Nós não estamos procurando por poses da Widowmaker por aqui, essa não é uma personagem que é em partes definida pela ostentação de sua sexualidade. Essa pose está dizendo aos jogadores: “Oh, nós temos toda essa diversidade de personagens legais, mas a qualquer momento podemos reduzi-los em símbolos sexuais pra ajudar a impulsionar o nosso jogo.”

Transformar o jogo em um dos melhores jogos já feitos não é uma tarefa pequena, precisa de um implementador, um líder de equipe, um diretor de arte e um diretor de criação. É um esforço de equipe. Eu acredito que essa equipe é responsável para que Overwatch sustente o grande exemplo para o resto da indústria de jogos em criar personagens femininas fortes.

Eu tenho uma filha que todo dia quando eu acordo ela quer assistir o trailer “Recall” novamente. Ela sabe quem é Tracer, e quando ela crescer, ela pode crescer junto dessas personagens.

O que estou pedindo é que vocês enquanto continuam adicionando personagens ao elenco de Overwatch e investindo em características do jogo, vocês dobrem o compromisso de criar personagens femininas fortes. Vocês têm feito um ótimo trabalho até agora, mas colocar a Tracer numa pose como essa prejudica muito das coisas boas que vocês já fizeram.

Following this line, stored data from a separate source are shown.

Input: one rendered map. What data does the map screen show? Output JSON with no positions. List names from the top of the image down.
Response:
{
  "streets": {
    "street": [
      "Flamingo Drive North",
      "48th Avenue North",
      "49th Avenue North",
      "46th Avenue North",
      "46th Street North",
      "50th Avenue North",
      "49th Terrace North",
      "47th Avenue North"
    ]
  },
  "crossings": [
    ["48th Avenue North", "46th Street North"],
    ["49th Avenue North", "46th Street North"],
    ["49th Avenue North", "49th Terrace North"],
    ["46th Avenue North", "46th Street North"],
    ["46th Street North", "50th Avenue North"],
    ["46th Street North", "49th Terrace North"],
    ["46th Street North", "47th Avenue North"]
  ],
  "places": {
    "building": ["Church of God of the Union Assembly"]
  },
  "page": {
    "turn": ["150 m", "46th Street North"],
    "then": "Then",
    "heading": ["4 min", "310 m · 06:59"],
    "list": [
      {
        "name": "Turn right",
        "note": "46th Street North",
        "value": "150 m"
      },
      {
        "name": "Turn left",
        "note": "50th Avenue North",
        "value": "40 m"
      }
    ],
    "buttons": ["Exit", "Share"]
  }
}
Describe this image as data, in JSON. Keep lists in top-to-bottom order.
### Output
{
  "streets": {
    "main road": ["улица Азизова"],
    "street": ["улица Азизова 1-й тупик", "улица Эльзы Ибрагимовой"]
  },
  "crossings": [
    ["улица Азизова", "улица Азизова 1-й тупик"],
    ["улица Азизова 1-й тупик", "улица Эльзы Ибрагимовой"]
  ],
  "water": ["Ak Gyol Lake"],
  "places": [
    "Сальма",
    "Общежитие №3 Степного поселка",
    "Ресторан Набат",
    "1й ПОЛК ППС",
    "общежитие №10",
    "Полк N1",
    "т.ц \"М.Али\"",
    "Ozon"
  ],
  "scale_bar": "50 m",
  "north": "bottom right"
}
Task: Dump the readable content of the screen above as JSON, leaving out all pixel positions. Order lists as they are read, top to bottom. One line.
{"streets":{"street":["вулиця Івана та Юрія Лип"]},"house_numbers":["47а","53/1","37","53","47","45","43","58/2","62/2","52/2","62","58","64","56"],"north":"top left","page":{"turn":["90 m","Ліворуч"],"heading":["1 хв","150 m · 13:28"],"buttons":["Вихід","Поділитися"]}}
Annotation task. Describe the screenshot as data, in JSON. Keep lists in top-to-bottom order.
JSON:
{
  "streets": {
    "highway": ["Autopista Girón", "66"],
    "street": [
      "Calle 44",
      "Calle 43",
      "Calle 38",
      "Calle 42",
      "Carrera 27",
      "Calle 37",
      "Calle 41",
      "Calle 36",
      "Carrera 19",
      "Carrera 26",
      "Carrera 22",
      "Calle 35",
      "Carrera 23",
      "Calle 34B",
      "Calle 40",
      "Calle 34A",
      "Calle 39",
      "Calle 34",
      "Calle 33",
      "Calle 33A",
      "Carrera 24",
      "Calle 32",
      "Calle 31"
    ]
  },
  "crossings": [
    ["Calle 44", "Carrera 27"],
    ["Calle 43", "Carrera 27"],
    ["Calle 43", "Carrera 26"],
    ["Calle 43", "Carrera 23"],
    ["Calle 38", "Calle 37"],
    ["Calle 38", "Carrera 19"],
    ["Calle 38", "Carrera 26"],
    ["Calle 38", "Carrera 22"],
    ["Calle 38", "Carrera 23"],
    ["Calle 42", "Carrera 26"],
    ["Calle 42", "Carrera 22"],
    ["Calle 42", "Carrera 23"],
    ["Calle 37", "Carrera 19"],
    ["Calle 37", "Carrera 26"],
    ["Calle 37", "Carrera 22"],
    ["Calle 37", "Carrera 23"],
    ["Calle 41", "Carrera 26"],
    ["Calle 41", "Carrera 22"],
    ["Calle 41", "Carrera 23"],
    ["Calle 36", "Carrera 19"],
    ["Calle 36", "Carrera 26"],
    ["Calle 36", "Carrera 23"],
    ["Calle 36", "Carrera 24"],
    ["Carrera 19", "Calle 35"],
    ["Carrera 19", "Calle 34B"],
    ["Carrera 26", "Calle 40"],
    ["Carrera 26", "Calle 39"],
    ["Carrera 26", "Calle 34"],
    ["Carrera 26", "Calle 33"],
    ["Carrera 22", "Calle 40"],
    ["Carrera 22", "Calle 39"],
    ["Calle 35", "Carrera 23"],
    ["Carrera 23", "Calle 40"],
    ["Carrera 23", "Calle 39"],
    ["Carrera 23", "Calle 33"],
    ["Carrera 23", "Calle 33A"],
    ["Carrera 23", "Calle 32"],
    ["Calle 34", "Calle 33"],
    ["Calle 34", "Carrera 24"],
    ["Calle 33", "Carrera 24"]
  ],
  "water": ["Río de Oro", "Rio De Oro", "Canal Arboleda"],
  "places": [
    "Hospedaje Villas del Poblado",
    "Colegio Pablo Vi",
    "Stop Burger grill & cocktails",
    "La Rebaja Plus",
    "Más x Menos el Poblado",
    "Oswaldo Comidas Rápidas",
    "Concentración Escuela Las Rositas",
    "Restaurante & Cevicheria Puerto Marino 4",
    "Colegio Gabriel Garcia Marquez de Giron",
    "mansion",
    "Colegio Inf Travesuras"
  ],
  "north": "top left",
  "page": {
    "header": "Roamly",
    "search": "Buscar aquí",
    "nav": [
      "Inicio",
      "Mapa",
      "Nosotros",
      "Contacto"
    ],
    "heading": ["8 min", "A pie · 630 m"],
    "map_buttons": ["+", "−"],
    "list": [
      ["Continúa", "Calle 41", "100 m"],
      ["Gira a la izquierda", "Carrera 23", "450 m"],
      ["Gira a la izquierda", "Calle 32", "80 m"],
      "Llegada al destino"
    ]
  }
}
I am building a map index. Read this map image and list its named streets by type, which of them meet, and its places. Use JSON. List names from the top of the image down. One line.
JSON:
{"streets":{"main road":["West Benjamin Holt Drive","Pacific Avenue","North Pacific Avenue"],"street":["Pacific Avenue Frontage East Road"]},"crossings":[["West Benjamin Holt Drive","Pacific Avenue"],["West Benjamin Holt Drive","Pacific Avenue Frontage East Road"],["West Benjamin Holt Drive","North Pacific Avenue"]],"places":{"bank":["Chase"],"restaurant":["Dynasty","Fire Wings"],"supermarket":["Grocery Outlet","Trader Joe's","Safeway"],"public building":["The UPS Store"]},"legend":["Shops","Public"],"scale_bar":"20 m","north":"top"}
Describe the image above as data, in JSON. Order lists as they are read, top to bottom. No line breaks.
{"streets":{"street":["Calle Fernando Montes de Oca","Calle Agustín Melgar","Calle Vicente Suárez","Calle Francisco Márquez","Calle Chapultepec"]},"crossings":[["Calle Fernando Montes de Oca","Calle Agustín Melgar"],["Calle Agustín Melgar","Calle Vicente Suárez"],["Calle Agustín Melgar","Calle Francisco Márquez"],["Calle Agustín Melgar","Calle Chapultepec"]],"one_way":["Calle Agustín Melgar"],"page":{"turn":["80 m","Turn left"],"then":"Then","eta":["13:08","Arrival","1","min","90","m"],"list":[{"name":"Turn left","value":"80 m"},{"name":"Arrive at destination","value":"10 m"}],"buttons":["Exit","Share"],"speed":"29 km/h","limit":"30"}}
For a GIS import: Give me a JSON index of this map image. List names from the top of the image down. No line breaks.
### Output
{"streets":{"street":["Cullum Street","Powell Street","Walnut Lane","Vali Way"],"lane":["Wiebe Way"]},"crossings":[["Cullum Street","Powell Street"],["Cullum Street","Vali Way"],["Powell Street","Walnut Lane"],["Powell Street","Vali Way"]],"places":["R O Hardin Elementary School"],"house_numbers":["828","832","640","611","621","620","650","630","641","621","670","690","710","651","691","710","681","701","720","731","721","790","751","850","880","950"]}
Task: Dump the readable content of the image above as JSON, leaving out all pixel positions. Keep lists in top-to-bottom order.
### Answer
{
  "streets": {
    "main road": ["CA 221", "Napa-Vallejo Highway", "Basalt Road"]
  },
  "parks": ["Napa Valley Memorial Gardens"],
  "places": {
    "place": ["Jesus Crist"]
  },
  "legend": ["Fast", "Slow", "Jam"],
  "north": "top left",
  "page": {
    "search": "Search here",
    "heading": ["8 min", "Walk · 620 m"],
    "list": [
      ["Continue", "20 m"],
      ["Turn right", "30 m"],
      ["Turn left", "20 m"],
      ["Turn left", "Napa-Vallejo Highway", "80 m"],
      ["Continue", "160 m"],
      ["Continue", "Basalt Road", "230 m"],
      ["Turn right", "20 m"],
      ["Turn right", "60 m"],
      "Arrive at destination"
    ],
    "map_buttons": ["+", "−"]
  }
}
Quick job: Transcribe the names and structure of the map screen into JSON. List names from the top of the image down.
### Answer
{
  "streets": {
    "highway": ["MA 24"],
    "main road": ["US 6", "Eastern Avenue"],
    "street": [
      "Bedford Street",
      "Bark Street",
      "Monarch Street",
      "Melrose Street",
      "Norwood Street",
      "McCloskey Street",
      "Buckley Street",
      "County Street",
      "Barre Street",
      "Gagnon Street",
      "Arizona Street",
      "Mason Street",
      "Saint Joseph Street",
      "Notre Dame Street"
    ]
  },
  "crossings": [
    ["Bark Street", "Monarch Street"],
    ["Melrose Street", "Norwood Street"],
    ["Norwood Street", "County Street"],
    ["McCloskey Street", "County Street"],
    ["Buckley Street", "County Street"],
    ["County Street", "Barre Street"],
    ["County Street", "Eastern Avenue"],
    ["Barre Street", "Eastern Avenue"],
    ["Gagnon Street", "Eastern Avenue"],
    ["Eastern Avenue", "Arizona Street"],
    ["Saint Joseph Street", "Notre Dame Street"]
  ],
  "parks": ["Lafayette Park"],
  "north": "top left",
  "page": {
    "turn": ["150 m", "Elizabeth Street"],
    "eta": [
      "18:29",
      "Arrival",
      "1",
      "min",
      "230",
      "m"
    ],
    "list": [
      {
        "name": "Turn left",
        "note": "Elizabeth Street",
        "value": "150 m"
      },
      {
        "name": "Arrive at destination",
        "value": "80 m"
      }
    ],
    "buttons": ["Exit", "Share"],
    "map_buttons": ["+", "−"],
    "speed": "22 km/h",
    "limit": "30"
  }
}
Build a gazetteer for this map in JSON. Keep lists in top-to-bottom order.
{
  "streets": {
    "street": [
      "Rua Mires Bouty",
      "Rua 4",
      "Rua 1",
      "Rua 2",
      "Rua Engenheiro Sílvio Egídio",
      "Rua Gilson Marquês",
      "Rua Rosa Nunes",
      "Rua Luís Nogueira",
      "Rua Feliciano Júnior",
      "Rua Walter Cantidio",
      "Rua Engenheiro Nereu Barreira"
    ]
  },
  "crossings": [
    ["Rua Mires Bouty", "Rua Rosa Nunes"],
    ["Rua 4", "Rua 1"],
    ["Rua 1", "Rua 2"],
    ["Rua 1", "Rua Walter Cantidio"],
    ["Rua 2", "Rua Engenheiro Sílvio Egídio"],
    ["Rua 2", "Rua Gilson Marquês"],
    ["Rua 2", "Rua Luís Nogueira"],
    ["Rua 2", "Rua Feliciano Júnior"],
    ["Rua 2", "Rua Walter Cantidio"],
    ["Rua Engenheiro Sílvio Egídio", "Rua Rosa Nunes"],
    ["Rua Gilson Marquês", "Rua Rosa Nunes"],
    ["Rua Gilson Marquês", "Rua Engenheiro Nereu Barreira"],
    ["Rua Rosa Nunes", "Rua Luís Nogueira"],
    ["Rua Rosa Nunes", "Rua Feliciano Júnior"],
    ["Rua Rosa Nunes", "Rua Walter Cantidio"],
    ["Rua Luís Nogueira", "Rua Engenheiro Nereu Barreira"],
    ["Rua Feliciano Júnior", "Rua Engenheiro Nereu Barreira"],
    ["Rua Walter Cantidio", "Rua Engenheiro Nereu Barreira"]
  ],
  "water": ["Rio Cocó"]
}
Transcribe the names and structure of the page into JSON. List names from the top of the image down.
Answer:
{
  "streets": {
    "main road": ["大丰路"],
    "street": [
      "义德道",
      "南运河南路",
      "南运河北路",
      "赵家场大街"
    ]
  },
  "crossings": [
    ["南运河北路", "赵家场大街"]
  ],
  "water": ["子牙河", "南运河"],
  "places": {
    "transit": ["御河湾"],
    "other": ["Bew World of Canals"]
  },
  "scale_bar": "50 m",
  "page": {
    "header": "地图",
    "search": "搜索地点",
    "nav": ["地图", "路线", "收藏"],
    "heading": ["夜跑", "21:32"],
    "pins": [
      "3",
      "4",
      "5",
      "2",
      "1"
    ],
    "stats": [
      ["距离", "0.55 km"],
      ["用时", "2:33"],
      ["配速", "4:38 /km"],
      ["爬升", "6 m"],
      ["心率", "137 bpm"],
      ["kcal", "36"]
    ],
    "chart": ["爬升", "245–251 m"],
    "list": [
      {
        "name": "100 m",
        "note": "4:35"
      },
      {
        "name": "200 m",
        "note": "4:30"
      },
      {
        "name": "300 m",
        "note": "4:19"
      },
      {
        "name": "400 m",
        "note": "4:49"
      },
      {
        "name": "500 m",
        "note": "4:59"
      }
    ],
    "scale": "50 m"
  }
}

Pois bem, feita a crítica e algumas páginas de discussão depois, Jeff Kaplan (game director de Overwatch) pessoalmente respondeu o tópico e trancou a discussão com uma resposta surpreendente:

Originalmente postado por Jeff Kaplan

We’ll replace the pose. We want *everyone* to feel strong and heroic in our community. The last thing we want to do is make someone feel uncomfortable, under-appreciated or misrepresented.

Apologies and we’ll continue to try to do better.

Tradução: Nós vamos substituir a pose. Queremos que *todos* sintam-se fortes e heroicos na nossa comunidade. A última coisa que queremos é fazer alguém se sentir desconfortável, subestimado ou mal representado.

Sentimos muito e continuaremos tentando fazer melhor.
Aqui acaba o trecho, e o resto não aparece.